Per quanto riguarda i materiali, le parti terminali costituenti la I matrice verranno realizzate in pietra di Cardoso, mentre per tutte le altre, costituite dalla fonte, dal canale di raccolta e dall’aiuola è prevista una struttura in cemento armato e muratura intonacata nei colori chiari delle terre; le copertine dell’aiuola e del canale di raccolta saranno realizzate in pietra di Cardoso mentre la rubinetteria sarà in acciaio inox; le sedute e gli schienali della panche verranno realizzati in legno trattato per resistere agli agenti atmosferici ed al salino. L’elemento della seduta vera e propria sarà costituito da sei listoni formati da IPE di legno dal profilo ergonomico che si prolungano nella pavimentazione, formando una superficie continua dalla quale emergono le differenti parti.
Il rivestimento interno della vasca d’acqua, del bacino e del canale di raccolta è stato realizzato con uno smalto a base di resine capace di conservare senza variazioni le sue caratteristiche per un lungo periodo di tempo: esso permette di essere riverniciato senza necessità di carteggiatura, anche a distanza di anni, può restare immerso nell’acqua senza pericolo di distacco anche per spessori molto sottili del film.
Per quanto riguarda invece le essenze, la scelta progettuale ha privilegiato la messa a dimora di piante che storicamente sono state utilizzate per le sistemazioni dei nostri centri di Riviera, quali carrubi e filari di palmizi.
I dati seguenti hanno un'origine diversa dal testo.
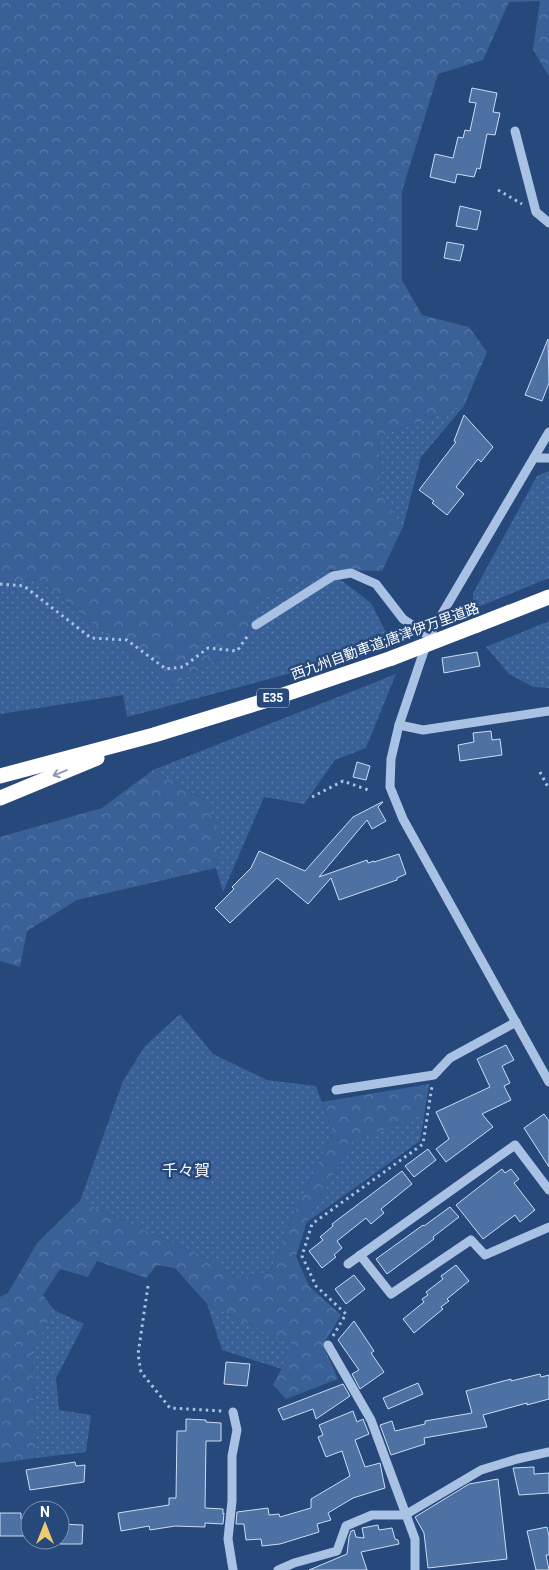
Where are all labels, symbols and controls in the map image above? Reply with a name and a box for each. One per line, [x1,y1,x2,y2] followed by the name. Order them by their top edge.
[289,599,481,683] street label: 西九州自動車道;唐津伊万里道路
[257,688,289,708] road number: E35
[53,769,69,778] one-way arrow
[162,1161,210,1180] district label: 千々賀
[20,1500,70,1550] north arrow
[40,1504,50,1520] text: N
Il carrubo (Ceratonia siliqua) è una pianta molto interessante dal punto di vista manutentivo in quanto può crescere anche in terreni a bassa fertilità, molto longeva, con foglie composte persistenti, dal caratteristico bicromismo: la sua piantumazione nella vasca/aiuola risponde all’esigenza estetica di avere un albero ornamentale, dai caratteristici rami contorti e nodosi e chioma tondeggiante, oltre alla necessità di porre nei pressi della vasca d’acqua una pianta sempreverde che non perda le foglie.
Per quanto riguarda i due filtri verdi, essi verranno realizzati attraverso la creazione di vasche di terra ricavate al disotto del livello della piazza, identificabili attraverso un cordolo in pietra dello stesso materiale utilizzato per la pavimentazione, all’interno della quali verranno messi a dimora rispettivamente tre gruppi di palme del tipo Chamaerops humilis e tre palme del tipo Washingtonia robusta.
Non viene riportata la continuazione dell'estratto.